◆ **Dataset records**:
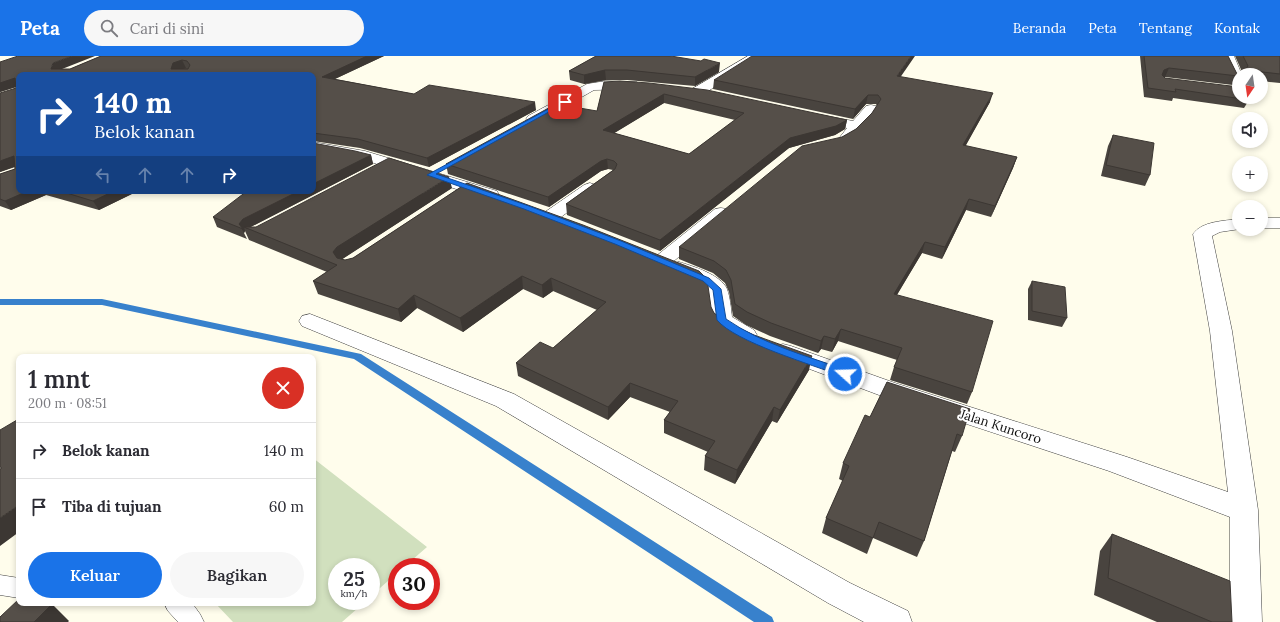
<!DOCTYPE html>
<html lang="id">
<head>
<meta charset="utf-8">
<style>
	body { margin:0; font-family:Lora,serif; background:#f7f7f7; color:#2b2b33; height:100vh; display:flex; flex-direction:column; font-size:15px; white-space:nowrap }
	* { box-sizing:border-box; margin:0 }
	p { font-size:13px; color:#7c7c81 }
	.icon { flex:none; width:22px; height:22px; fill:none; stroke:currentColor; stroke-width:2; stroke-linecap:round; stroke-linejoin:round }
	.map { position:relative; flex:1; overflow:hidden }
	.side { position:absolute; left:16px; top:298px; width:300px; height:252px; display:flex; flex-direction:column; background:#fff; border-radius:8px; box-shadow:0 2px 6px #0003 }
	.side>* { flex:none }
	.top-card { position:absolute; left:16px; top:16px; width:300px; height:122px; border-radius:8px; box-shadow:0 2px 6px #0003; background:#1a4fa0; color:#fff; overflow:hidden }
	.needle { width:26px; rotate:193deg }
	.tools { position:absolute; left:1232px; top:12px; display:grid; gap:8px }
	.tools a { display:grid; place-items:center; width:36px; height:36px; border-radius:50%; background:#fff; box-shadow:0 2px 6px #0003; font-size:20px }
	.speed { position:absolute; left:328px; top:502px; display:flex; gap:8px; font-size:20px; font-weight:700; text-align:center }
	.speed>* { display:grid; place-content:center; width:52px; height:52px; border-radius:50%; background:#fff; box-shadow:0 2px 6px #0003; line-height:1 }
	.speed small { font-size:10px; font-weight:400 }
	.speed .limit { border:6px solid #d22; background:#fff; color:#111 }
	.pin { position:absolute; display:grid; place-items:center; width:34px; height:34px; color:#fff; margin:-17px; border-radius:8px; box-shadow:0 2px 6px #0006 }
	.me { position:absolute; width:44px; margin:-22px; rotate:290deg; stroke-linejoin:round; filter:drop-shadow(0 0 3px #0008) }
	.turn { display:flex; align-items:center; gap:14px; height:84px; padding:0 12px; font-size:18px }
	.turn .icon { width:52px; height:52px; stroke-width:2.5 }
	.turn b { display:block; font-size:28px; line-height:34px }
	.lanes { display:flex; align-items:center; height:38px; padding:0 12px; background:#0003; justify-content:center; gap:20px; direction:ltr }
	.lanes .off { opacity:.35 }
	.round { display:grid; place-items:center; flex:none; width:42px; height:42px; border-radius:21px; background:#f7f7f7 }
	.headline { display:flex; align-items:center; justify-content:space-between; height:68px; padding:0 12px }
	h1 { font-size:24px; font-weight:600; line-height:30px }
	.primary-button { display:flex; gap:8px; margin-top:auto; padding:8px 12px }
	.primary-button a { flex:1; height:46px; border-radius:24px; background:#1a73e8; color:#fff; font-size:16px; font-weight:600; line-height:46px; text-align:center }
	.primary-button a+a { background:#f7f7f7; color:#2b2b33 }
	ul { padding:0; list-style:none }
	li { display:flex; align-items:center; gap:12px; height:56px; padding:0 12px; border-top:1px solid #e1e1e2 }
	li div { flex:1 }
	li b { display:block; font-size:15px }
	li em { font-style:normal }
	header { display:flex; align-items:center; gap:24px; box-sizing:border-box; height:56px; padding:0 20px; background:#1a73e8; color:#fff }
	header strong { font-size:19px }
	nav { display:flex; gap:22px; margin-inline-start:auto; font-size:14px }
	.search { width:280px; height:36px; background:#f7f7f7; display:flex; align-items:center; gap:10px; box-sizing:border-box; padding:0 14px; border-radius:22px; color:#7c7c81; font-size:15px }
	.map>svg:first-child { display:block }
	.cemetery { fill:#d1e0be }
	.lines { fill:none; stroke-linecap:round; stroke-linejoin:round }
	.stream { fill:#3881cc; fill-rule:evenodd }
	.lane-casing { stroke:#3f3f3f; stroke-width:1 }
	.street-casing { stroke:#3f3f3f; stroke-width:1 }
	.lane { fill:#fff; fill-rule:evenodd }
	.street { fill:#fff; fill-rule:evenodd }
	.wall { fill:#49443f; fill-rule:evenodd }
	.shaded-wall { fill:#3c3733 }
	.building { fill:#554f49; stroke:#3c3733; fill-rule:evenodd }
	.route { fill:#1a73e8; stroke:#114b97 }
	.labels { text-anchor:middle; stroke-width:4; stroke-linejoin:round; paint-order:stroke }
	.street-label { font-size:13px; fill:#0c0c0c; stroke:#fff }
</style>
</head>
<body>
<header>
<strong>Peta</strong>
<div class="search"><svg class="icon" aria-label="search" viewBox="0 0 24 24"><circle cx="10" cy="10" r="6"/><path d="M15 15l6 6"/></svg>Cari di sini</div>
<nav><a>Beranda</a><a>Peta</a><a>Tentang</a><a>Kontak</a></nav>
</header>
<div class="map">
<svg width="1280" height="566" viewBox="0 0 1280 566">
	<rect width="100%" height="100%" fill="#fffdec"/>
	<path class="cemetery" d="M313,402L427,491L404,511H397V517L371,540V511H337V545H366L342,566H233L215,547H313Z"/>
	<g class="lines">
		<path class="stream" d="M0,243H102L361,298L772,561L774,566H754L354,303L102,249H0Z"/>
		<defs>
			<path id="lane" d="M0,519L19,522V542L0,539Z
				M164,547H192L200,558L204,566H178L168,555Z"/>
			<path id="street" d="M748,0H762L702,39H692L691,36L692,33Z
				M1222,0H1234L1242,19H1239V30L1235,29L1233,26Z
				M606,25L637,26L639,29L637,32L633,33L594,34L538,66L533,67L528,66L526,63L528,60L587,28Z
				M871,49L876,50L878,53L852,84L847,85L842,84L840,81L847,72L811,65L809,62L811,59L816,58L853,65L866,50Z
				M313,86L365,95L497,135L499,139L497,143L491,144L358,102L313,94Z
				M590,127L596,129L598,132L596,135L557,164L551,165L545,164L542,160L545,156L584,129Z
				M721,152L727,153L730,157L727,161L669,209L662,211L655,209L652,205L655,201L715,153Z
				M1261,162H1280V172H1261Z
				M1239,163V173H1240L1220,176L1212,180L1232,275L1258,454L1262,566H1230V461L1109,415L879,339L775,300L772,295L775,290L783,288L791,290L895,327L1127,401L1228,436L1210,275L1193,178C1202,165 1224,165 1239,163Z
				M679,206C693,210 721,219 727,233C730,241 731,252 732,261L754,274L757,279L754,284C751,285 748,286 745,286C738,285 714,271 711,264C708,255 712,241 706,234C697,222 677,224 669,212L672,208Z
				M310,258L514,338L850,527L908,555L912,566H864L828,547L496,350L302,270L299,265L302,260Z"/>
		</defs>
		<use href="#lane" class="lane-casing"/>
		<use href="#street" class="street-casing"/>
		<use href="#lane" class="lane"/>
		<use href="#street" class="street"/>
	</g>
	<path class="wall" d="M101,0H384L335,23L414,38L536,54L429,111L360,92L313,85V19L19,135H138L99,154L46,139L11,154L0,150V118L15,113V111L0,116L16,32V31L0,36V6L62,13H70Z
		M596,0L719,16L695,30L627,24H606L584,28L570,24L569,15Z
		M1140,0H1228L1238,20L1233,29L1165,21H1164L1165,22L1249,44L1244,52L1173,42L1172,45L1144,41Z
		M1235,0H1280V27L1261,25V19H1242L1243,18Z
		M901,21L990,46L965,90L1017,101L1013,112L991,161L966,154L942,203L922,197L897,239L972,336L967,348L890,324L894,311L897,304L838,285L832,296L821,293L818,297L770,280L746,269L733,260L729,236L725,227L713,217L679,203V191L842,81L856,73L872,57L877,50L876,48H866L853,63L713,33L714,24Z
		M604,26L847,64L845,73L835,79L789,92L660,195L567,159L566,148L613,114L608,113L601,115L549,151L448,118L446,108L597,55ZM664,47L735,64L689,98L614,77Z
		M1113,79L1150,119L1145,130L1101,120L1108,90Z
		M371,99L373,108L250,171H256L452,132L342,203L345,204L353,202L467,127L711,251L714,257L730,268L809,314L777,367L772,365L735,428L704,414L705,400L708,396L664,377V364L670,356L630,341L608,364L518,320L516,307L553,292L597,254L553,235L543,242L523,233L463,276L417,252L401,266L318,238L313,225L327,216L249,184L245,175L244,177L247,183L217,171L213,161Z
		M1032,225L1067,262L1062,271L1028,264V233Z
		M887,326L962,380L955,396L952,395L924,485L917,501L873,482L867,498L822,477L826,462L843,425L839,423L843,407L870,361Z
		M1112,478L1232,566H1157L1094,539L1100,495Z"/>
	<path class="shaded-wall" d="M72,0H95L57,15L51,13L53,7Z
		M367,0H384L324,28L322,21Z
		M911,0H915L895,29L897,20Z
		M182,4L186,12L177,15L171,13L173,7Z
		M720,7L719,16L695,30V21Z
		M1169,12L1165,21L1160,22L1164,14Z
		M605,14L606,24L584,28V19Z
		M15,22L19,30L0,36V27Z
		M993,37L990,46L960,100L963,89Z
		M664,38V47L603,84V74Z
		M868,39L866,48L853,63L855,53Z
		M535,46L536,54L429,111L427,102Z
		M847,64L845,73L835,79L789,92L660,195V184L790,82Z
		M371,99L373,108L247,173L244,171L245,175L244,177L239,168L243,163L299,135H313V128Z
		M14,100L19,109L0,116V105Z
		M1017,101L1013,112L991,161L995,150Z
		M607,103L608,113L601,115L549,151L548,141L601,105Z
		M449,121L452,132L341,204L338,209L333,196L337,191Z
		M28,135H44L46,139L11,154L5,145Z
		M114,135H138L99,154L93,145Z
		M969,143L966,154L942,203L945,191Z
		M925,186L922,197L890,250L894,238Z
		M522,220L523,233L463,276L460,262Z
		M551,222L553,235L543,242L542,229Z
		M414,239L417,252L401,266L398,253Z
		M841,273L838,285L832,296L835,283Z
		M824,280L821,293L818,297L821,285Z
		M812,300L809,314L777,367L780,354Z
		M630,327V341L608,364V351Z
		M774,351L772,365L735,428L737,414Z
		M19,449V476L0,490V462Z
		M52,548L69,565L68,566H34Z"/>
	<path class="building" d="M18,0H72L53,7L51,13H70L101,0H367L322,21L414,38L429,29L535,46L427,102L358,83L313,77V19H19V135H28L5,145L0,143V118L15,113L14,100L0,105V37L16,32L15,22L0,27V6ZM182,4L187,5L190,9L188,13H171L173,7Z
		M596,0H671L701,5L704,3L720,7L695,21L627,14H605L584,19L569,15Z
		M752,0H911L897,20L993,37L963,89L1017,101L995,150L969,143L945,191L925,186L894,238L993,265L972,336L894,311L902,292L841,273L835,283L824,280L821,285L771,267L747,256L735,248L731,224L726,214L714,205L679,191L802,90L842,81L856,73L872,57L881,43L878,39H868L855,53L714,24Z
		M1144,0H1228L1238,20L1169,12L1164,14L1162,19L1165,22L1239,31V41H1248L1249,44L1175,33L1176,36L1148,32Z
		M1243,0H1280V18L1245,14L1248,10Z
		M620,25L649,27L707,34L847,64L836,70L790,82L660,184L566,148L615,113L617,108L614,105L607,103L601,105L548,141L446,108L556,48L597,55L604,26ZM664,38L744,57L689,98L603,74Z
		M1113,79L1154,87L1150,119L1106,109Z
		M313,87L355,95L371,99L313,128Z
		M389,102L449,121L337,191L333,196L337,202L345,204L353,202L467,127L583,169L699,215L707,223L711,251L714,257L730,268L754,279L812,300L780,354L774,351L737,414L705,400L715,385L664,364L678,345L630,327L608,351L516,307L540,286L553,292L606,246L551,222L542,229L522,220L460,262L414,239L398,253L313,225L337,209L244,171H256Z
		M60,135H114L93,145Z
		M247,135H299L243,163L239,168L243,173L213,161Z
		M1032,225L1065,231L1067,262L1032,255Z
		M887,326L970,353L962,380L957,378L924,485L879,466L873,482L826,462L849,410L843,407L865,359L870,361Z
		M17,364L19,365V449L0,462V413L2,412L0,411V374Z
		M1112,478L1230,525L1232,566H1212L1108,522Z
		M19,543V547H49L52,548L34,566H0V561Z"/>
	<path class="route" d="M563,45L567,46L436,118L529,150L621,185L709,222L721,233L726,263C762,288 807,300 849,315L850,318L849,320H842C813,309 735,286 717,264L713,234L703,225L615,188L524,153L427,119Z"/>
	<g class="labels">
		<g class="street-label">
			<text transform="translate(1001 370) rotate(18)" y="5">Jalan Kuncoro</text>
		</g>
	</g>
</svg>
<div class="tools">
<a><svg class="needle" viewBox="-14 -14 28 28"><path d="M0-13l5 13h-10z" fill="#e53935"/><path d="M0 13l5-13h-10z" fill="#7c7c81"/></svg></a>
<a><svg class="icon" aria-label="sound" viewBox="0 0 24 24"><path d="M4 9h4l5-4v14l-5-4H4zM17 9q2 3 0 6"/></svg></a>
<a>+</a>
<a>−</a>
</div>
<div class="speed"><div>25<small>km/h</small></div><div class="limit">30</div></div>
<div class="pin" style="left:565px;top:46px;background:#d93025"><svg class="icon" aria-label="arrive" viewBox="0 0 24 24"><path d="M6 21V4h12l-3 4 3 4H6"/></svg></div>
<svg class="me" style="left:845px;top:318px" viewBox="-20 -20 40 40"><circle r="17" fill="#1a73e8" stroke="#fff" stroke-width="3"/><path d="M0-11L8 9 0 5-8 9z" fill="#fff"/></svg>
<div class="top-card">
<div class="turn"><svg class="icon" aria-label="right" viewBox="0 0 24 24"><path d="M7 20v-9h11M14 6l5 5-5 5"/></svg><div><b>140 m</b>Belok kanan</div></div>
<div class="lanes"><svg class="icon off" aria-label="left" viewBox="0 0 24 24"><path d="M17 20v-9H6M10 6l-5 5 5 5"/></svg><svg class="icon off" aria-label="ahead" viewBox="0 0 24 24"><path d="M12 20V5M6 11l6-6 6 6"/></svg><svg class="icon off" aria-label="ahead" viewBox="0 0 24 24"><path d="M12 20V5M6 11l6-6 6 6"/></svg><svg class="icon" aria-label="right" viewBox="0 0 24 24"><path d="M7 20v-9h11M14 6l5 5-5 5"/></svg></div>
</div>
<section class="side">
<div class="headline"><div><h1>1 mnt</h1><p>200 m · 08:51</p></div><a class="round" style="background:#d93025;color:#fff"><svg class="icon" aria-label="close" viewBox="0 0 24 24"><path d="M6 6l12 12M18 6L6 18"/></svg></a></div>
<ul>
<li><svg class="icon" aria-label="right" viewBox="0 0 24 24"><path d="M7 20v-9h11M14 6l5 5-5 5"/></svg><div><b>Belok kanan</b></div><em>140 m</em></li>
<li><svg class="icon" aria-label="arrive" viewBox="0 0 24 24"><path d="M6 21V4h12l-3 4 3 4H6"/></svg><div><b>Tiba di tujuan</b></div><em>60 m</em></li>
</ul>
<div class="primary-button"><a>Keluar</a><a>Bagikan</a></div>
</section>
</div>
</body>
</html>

◆ **About this task**:
Only the number is wanted: how many lines in the data include the string "solid"?

◆ **Exercise answer**:
2